Visa-free access: 152 countries including Schengen and UK (with the same caveat about UK access as noted for St. Kitts).
Best for: Families, particularly those with children approaching university age who might consider the UWI option. Also attractive for buyers who want a Caribbean real estate asset in a genuinely beautiful, well-developed two-island nation.
Dominica
Dominica runs the most price-competitive programme in the Caribbean. The Commonwealth of Dominica — not to be confused with the Dominican Republic — is a small island in the Lesser Antilles known for rainforest, eco-tourism, and, more recently, its aggressive post-Hurricane Maria reconstruction programme that CBI funds have helped finance.
Investment options and costs:
- Economic Diversification Fund donation: USD $200,000 for a single applicant; $250,000 for a family of four
- Approved real estate investment: minimum $200,000 (shared) or $400,000 (direct)
- Government fees and due diligence: approximately $7,500-$12,000 per adult additional
Processing time: 4-6 months.
Visa-free access: 144 countries including Schengen.
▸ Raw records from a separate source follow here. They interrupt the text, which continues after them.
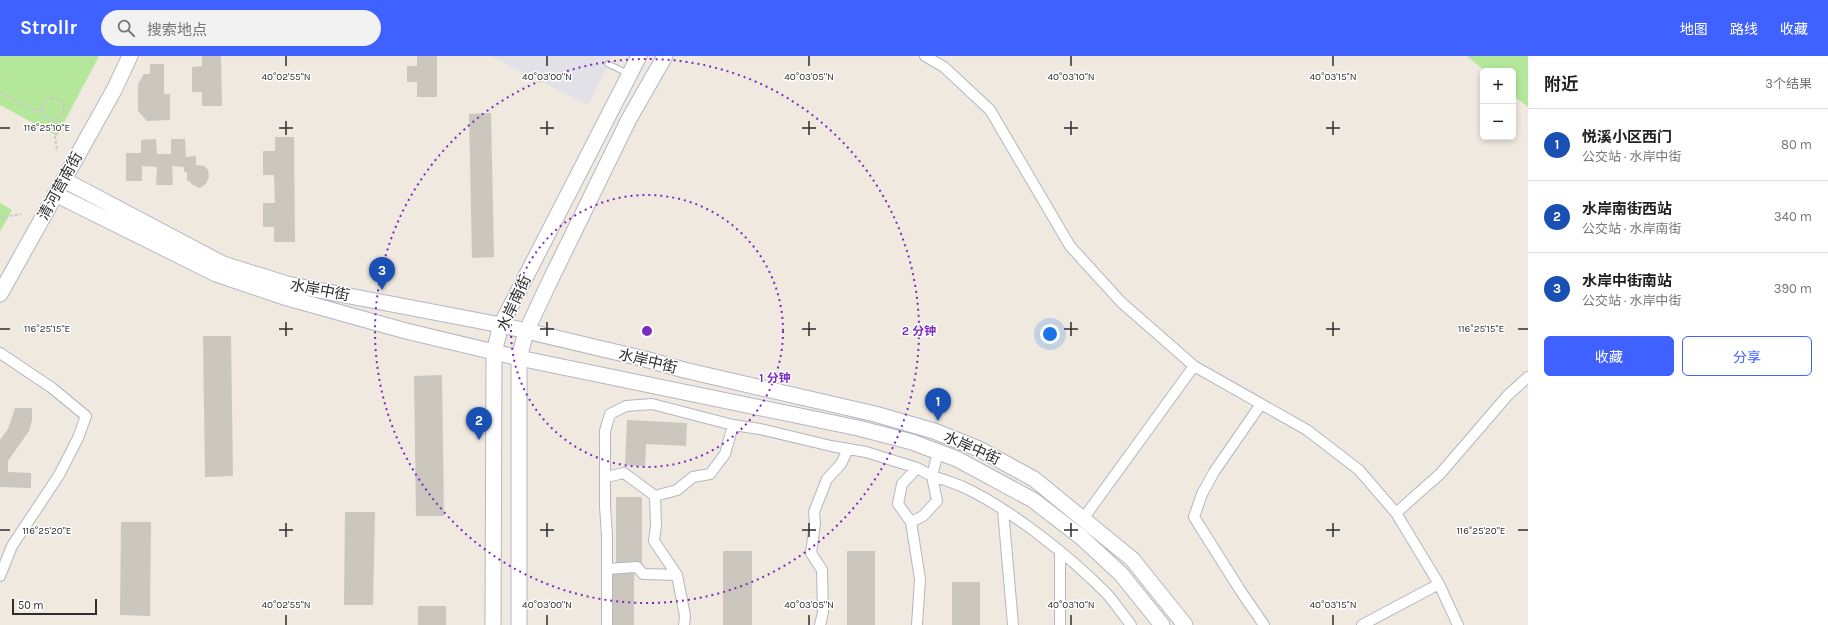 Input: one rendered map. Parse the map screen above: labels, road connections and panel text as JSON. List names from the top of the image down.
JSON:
{
  "streets": {
    "street": ["清河营南街", "水岸中街", "水岸南街"]
  },
  "crossings": [
    ["清河营南街", "水岸中街"],
    ["水岸中街", "水岸南街"]
  ],
  "scale_bar": "50 m",
  "page": {
    "header": "Strollr",
    "search": "搜索地点",
    "nav": ["地图", "路线", "收藏"],
    "heading": ["附近", "3个结果"],
    "map_buttons": ["+", "−"],
    "list": [
      {
        "mark": "1",
        "name": "悦溪小区西门",
        "note": "公交站 · 水岸中街",
        "value": "80 m"
      },
      {
        "mark": "2",
        "name": "水岸南街西站",
        "note": "公交站 · 水岸南街",
        "value": "340 m"
      },
      {
        "mark": "3",
        "name": "水岸中街南站",
        "note": "公交站 · 水岸中街",
        "value": "390 m"
      }
    ],
    "pins": ["3", "1", "2"],
    "buttons": ["收藏", "分享"],
    "scale": "50 m"
  },
  "coordinates": [
    "40°02'55\"N",
    "40°03'00\"N",
    "40°03'05\"N",
    "40°03'10\"N",
    "40°03'15\"N",
    "116°25'10\"E",
    "116°25'15\"E",
    "116°25'20\"E"
  ],
  "rings": ["2 分钟", "1 分钟"]
}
UK access has been more restricted than for St. Kitts and Grenada — verify current status.
Best for: Cost-sensitive applicants for whom Schengen access is the primary requirement. Dominica's programme is the most accessible entry point into Caribbean CBI and remains competitive despite the broader market's cost inflation.
The due diligence reality
All four programmes now require multi-source background checks from authorised due diligence agencies, mandatory source-of-funds documentation, and — for most programmes — a formal interview or declaration process that was not required three years ago. The increased rigour has compressed the window of acceptance: applicants with complex corporate structures, PEP (Politically Exposed Person) status, or prior legal matters in any jurisdiction face a more detailed review process and should engage experienced licensed agents from the outset.
The cost of professional representation — a licensed agent or law firm specialising in Caribbean CBI — typically runs $10,000-$25,000 on top of the programme costs. This is not optional for complex cases and is strongly recommended for straightforward ones. The agent provides access to government relationships, document processing expertise, and quality control that significantly reduces the risk of avoidable errors that delay or jeopardise applications.